Supplied material ::
────────────────────────────────────────
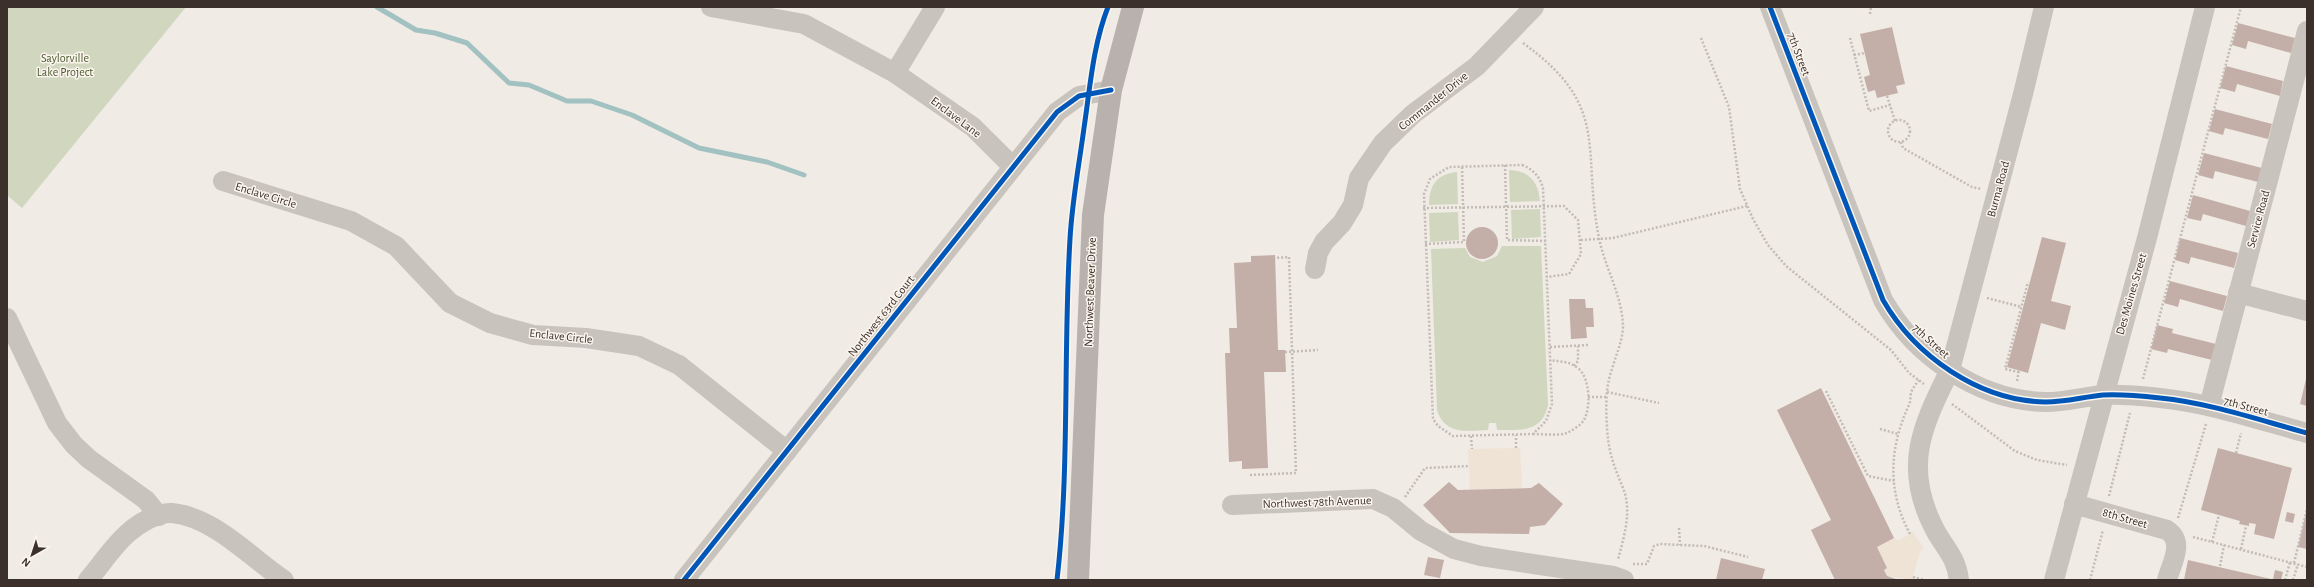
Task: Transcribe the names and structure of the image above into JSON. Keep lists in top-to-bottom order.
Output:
{
  "streets": {
    "main road": ["Northwest Beaver Drive"],
    "street": [
      "7th Street",
      "Commander Drive",
      "Enclave Lane",
      "Burma Road",
      "Enclave Circle",
      "Service Road",
      "Des Moines Street",
      "Northwest 63rd Court",
      "Northwest 78th Avenue",
      "8th Street"
    ]
  },
  "crossings": [
    ["7th Street", "Burma Road"],
    ["7th Street", "Service Road"],
    ["7th Street", "Des Moines Street"],
    ["Enclave Lane", "Northwest 63rd Court"],
    ["Enclave Circle", "Northwest 63rd Court"],
    ["Northwest Beaver Drive", "Northwest 63rd Court"],
    ["Des Moines Street", "8th Street"]
  ],
  "parks": ["Saylorville Lake Project"],
  "north": "bottom left"
}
────────────────────────────────────────
Requirement :: Return every entry above word for word, and include no images.

Exercise solution ::
Task: Transcribe the names and structure of the image above into JSON. Keep lists in top-to-bottom order.
Output:
{
  "streets": {
    "main road": ["Northwest Beaver Drive"],
    "street": [
      "7th Street",
      "Commander Drive",
      "Enclave Lane",
      "Burma Road",
      "Enclave Circle",
      "Service Road",
      "Des Moines Street",
      "Northwest 63rd Court",
      "Northwest 78th Avenue",
      "8th Street"
    ]
  },
  "crossings": [
    ["7th Street", "Burma Road"],
    ["7th Street", "Service Road"],
    ["7th Street", "Des Moines Street"],
    ["Enclave Lane", "Northwest 63rd Court"],
    ["Enclave Circle", "Northwest 63rd Court"],
    ["Northwest Beaver Drive", "Northwest 63rd Court"],
    ["Des Moines Street", "8th Street"]
  ],
  "parks": ["Saylorville Lake Project"],
  "north": "bottom left"
}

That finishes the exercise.